It’s bank holiday and after a week of sunshine, the grim and grey English skies have returned. I’m sat on my matching grey couch with Walt and Jesse curled up next to me and watching season one of Twin Peaks. I’m trying to decide if this show is intentionally awful and kitsch or if it’s accidental? I’m not sure yet.
There’s a quietness in the house as Matt sits upstairs, studying for his accountancy qualification. Every so often he scrapes his chair, letting me know that he’s still here. I feel like I should be doing something more than watching Twin Peaks, and trying to write. Like I should be cleaning, gardening, cycling or running around, being busy for the sake of it. Instead I’m here, trying to embrace being quiet and blowing back the cobwebs to write again for the pleasure of it.
I’ve been trying to write for weeks now but the words won’t come. Like a rusty engine, writing feels creaky, uncomfortable and painful. My rhythm feels off and I berate myself because every sentence I manage to put down feels trite, like it’s been said before time and time again. I feel pressure too. The pressure of perfection, of feeling like I have everything together. It’s struck me more this year of how much I don’t have it together but the need to appear like I do is overwhelming. I feel like at this point in my life I’m supposed to have my career sussed, be planning our wedding and acting like I have a clue as to where I’m going both professionally and personally. The reality is that I really don’t. Some career mistakes in the last year have left me with a crippling case of self-doubt, and despite spending time evaluating this blog and developing a content schedule, I’m plagued by the fear that it’s not quite good enough.
Facebook reminded me last week that I joined the community ten years ago. I’ve spent my teenage years and twenties documenting my life on social media, and truthfully I’m now tired of it. Tired of the over-exposure, projected images of perfection and advertising messages being rammed down my throat. Quite the quandary for someone who works in marketing and creates some of those very messages.
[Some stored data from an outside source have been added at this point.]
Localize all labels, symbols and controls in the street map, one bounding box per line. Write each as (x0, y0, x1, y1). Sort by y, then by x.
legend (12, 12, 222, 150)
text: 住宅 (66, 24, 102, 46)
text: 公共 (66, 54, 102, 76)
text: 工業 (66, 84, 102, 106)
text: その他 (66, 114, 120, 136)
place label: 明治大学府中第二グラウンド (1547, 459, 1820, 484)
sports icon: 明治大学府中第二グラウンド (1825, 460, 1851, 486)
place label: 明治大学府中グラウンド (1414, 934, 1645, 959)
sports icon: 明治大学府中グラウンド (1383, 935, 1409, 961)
I like to think how perhaps how my life would be without the compulsive need to check my phone for the latest updates, or pressure to take perfect pictures or share my life. More peaceful perhaps, less intense with more room for contentment.
It strikes me too how pressured and anxious making the twenties are. It feels like a never-ending rat race of both trying to figure out just who you are, while broadcasting the successes, but never the lows, on social media. In the last few months, I’ve found myself hungry for authenticity and realness amongst my peers. To feel less alone in feeling like I’ve not got it together. As a self-confessed communicator, the need to express myself and to connect is innate, but lately I’ve felt like I’ve been speaking into a vacuum. Being open is something I value in myself, but these days I feel like it’s a slight on my character to be so open about growing uncomfortable with the mask of perfection. The mask wears heavy.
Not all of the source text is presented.